A third scenario being suggested by scientists not connected with the
research is that the Red Deer Cave people could be hybrids.
"It's possible these were modern humans who inter-mixed or bred with archaic
humans that were around at the time," explained Dr Isabelle De Groote, a
palaeoanthropologist from London's Natural History Museum.
"The other option is that they evolved these more primitive features
independently because of genetic drift or isolation, or in a response to an
environmental pressure such as climate."
Dr Curnoe agreed all this was "certainly possible".
Attempts are being made to extract DNA from the remains. This could yield
information about interbreeding, just as genetic studies have on the closely
related human species - the Neanderthals and an enigmatic group of people from
Siberia known as the Denisovans.
Whatever their true place in the
Homo family tree, the Red Deer
People are an important find simply because of the dearth of well dated, well
described specimens from this part of the world.
And their unearthing all adds to the fascinating and increasingly complex
story of human migration and development.
"The Red Deer People were living at what was a really interesting time in
China, during what we call the epipalaeolithic or the end of the Stone Age,"
says Dr Curnoe.
"Not far from Longlin, there are quite well known archaeological sites where
some of the very earliest evidence for the epipalaeolithic in East Asia has been
found.
"These were occupied by very modern looking people who are already starting
to make ceramics - pottery - to store food.

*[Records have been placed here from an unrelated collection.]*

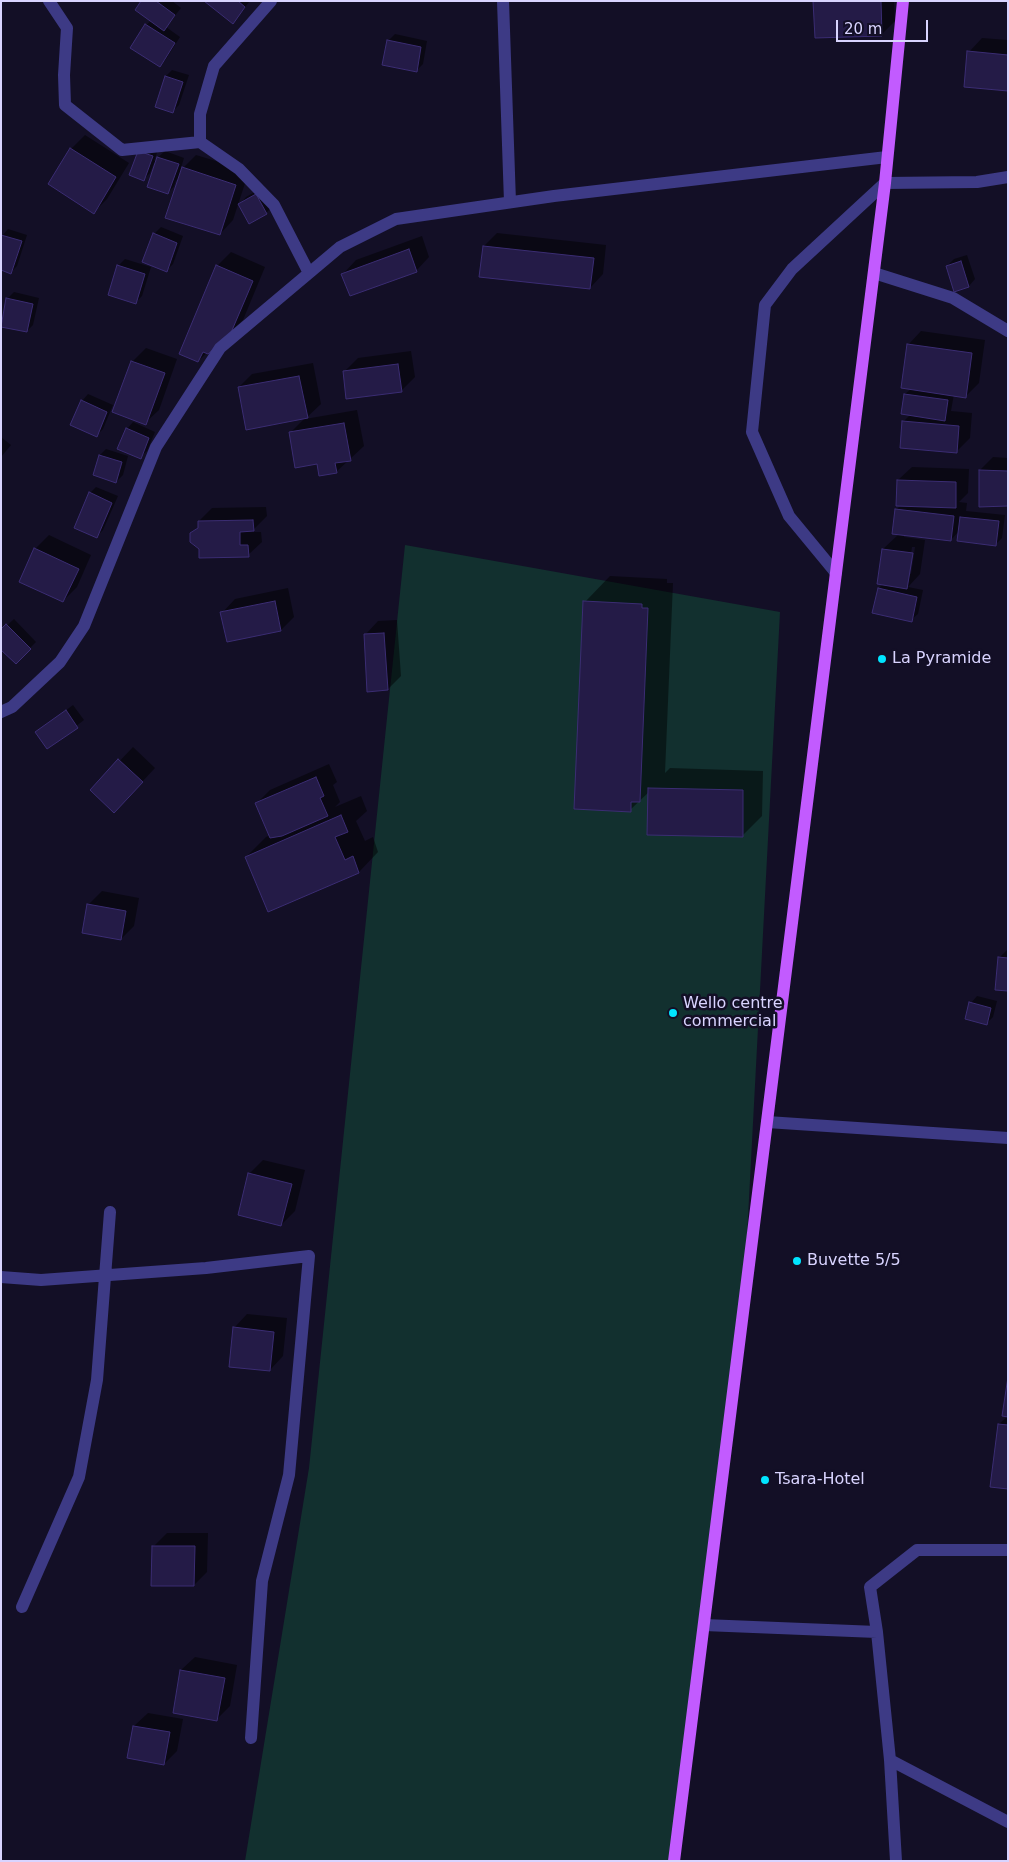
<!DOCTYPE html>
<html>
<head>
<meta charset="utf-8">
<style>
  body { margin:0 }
  #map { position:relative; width:1009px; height:1862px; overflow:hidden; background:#130f26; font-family:"DejaVu Sans",sans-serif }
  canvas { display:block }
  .frame { position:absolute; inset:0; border:2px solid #d9d4ff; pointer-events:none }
  .scale { position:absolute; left:836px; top:20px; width:92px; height:22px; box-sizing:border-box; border:2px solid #d9d4ff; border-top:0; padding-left:6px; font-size:15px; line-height:18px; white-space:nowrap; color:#d9d4ff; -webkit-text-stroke:4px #130f26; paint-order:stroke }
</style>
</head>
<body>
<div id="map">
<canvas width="1009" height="1862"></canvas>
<div class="frame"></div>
<div class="scale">20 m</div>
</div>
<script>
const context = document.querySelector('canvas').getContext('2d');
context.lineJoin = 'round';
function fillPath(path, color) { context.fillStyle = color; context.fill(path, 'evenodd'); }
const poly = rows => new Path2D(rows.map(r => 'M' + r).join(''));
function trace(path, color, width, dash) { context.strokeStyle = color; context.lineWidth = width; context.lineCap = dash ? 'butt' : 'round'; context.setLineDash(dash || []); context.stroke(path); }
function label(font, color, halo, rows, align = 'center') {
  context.font = font + ' "DejaVu Sans",sans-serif'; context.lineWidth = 5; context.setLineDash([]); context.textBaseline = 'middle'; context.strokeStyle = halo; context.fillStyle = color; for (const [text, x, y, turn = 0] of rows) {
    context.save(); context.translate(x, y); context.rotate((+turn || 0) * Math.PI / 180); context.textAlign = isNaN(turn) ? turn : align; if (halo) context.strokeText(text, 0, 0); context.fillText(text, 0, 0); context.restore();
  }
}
const green = poly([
  [405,545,780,612,743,1312,674,1861,245,1861,309,1468]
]);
const shadow = poly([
  [143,1,172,1,181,8,166,27,180,37,166,59,160,66,146,25,152,20],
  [206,1,250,1,233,22],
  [815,1,894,1,895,21,881,35],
  [395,34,427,41,423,64,416,71,388,41],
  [982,38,1008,40,1008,90,969,52],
  [172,70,189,75,179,105,173,111,156,106,166,76],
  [85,135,129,163,107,199,94,212,49,184,71,149],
  [158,150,154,161,165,151,184,158,180,171,196,155,249,171,233,220,220,234,179,181,176,180,174,186,168,193,156,164,154,163,150,173,144,179,139,151],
  [262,188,272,207,266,213,240,204,246,197],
  [161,227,183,236,173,264,167,270,154,234],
  [8,229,27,235,17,266,11,272,2,236],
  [497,233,606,245,603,274,590,288,484,246],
  [422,236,429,257,416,271,343,274,356,260],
  [231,252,265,267,243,320,198,361,180,353,217,266],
  [967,255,975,279,969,286,955,290,947,266,954,259],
  [125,259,151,267,142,296,136,302,118,266],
  [14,292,39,298,33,325,27,331,7,299],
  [921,331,985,340,979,383,966,396,954,394,951,411,972,413,970,438,957,451,903,422,910,415,905,394,911,389,908,345],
  [146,348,177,359,159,410,145,423,114,412,133,361],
  [411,351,415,377,401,391,344,372,358,358],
  [313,363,321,404,305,419,357,410,364,446,336,472,318,462,290,433,305,418,239,387,252,374],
  [88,394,113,405,103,429,97,435,82,401],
  [133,422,155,432,147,451,140,457,127,429],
  [1,437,11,445,1,457],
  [106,449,128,456,123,475,116,482,100,455],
  [993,457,1008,458,1008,505,980,470],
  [912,467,969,469,968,493,959,502,967,503,966,511,1005,515,1002,538,995,545,959,531,951,540,904,534,904,537,925,540,920,574,908,587,923,590,918,614,911,620,879,588,883,584,883,549,899,534,896,510,902,504,898,480],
  [912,547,915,547,911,574,908,574],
  [96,487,118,496,103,530,97,536,90,493],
  [266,507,267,516,253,530,253,532,261,532,262,542,248,555,200,548,191,534,199,526,199,521,212,508],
  [49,535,91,555,77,587,63,601,21,581,35,549],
  [610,576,667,579,667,583,673,583,665,773,670,768,763,771,762,816,742,836,650,791,630,810,585,602],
  [288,588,294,617,281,630,222,613,235,599],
  [14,619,36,642,16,662,1,631],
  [397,620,401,676,388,689,365,635,378,621],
  [73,705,84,720,48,748,37,732],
  [133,747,155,768,127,798,92,790],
  [329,764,337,782,333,785,340,802,335,807,361,796,367,811,356,821,365,841,373,837,378,852,359,872,269,910,246,857,266,837,271,835,257,803,270,790],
  [102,891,139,898,134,926,121,939,88,905],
  [1008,949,1008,990,1000,957],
  [977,996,997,1001,993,1017,986,1024,971,1003],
  [263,1160,305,1170,295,1211,281,1225,239,1214,250,1173],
  [247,1314,287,1318,283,1356,270,1370,234,1328],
  [1008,1386,1008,1488,999,1424,1008,1416],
  [167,1533,208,1533,207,1572,194,1585,154,1546],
  [195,1657,237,1665,230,1706,216,1720,181,1670],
  [148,1713,183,1719,177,1751,164,1764,134,1726]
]);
const building = poly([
  [141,1,156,1,175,15,164,31,135,10,141,1],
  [204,1,238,1,245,7,233,24,204,1],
  [813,1,881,1,882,36,815,38,813,1],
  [145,24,175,43,160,67,130,48,145,24],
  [387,40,421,47,417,72,382,65,387,40],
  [967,51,1008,55,1008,91,964,87,967,51],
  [165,76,183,82,173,113,155,107,165,76],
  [70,148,116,177,94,214,48,184,70,148],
  [138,151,153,156,144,181,129,175,138,151],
  [157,157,179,164,168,194,147,187,157,157],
  [182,167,236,185,220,235,165,218,182,167],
  [256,194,267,214,249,224,238,204,256,194],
  [153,233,177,243,167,272,142,262,153,233],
  [1,235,22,241,11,274,1,270,1,235],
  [483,246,594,258,590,289,479,277,483,246],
  [409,249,417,272,350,296,341,274,409,249],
  [961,261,969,287,954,292,946,266,961,261],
  [117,265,145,274,136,304,108,295,117,265],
  [216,265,253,281,230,335,208,354,203,352,198,362,179,354,216,265],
  [6,298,33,304,27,332,1,327,6,298],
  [907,344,972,353,966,398,901,388,907,344],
  [131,361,165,373,146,425,112,412,131,361],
  [398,364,402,392,346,399,343,371,398,364],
  [299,376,308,418,246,430,238,387,299,376],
  [904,394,948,400,945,421,901,414,904,394],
  [81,400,107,412,97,437,70,425,81,400],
  [902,421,959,426,957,453,900,448,902,421],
  [344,423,351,461,335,463,337,473,319,476,317,464,295,468,289,432,344,423],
  [126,428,149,438,141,459,117,449,126,428],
  [99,455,122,462,116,483,93,475,99,455],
  [979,470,1008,471,1008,506,979,507,979,470],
  [897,480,956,482,956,508,896,506,897,480],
  [89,492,112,503,97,538,74,528,89,492],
  [895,509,954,516,951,541,892,534,895,509],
  [960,517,999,521,996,546,957,541,960,517],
  [253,520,254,531,240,532,240,545,248,545,249,557,199,558,199,549,190,542,190,533,198,528,198,521,253,520],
  [34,548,79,569,63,602,19,582,34,548],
  [882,549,913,553,907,589,877,584,882,549],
  [878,588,917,597,912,622,872,613,878,588],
  [275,601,281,631,227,642,220,612,275,601],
  [583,601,642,604,642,608,648,608,640,802,631,802,631,812,574,809,583,601],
  [6,624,31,649,16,664,1,650,1,629,6,624],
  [384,633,388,690,367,692,364,634,384,633],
  [66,710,78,728,47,749,35,732,66,710],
  [118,759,143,782,114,813,90,790,118,759],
  [316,777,324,796,320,798,328,816,282,836,270,838,255,803,316,777],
  [648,788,743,790,743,837,647,835,648,788],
  [341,815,348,832,335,837,345,860,353,856,359,873,268,912,245,857,341,815],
  [87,904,126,911,121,940,82,933,87,904],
  [998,957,1008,958,1008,991,995,990,998,957],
  [969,1002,991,1008,987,1025,965,1019,969,1002],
  [248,1173,292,1184,281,1226,238,1215,248,1173],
  [233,1327,274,1332,270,1371,229,1367,233,1327],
  [1008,1377,1008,1417,1002,1416,1008,1377],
  [998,1424,1008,1425,1008,1489,990,1487,998,1424],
  [152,1546,195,1546,194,1586,151,1586,152,1546],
  [180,1670,225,1678,217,1721,173,1713,180,1670],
  [133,1726,170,1732,164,1765,127,1758,133,1726]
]);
const minor = poly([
  [49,1,67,28,64,75,65,105,122,150,200,142,239,169,274,205,309,273],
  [503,1,510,202],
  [200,142,200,114,214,66,271,1],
  [874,273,953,298,1008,331],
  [836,573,789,516,752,432,765,305,792,269,885,183,977,182,1008,177],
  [1,712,12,707,60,662,84,626,156,447,220,348,340,247,396,219,554,196,887,157],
  [767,1122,1008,1138],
  [1,1277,41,1280,206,1268,309,1256,289,1475,262,1581,251,1738],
  [22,1607,79,1477,97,1380,110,1212],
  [704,1625,877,1632,890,1760,1008,1822],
  [877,1632,870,1587,917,1550,1008,1550],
  [890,1760,896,1861]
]);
const major = poly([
  [674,1861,885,183,903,1]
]);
const markers = [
  [882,659,5,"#00e5ff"],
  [673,1013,5,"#00e5ff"],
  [797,1261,5,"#00e5ff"],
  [765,1480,5,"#00e5ff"]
];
const poiNames = [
  ["La Pyramide",892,659],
  ["Wello centre",683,1004],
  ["commercial",683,1022],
  ["Buvette 5/5",807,1261],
  ["Tsara-Hotel",775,1480]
];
fillPath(green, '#12302f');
fillPath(shadow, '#0007');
fillPath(building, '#241b47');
trace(building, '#3b2d73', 1);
trace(minor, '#3d3a85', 12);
trace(major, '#c25bff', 12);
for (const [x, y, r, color] of markers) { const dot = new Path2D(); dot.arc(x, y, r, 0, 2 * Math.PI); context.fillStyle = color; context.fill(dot); trace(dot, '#130f26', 2); }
label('16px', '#d9d4ff', '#130f26', poiNames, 'left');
</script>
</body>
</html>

And they're already harvesting from
the landscape wild rice. There was an economic transition going on from
full-blown foraging and gathering towards agriculture."
Quite how the Red Deer People fit into this picture is unclear. The research
team is promising to report further investigations into some of the stone tools
and cultural artefacts discovered at the dig sites.
The co-leader on the project is Professor Ji Xueping of the Yunnan Institute
of Cultural Relics and Archaeology.
2 comments:
Jan, your newfound glee ("BWWWWWWWWWAAAAHHHHAAAAAHHHHHAAAAA!") appears to have been triggered not by scientific findings, but by popular-science articles in which those findings are interpreted for you and sensationalised by "science writers".
Hi Moe,
Not newfound glee. I've been laughing my ass off at these people for years. Evolution is a hoax and pseudo-science IMHO and the sooner the experts fess-up, the better. As we continue to refine our DNA analytical capabilities and the tools that can extract the precious information out of ancient and fragiles bones, eventually i expect so much evidence will pile up that we will arrive at the truth.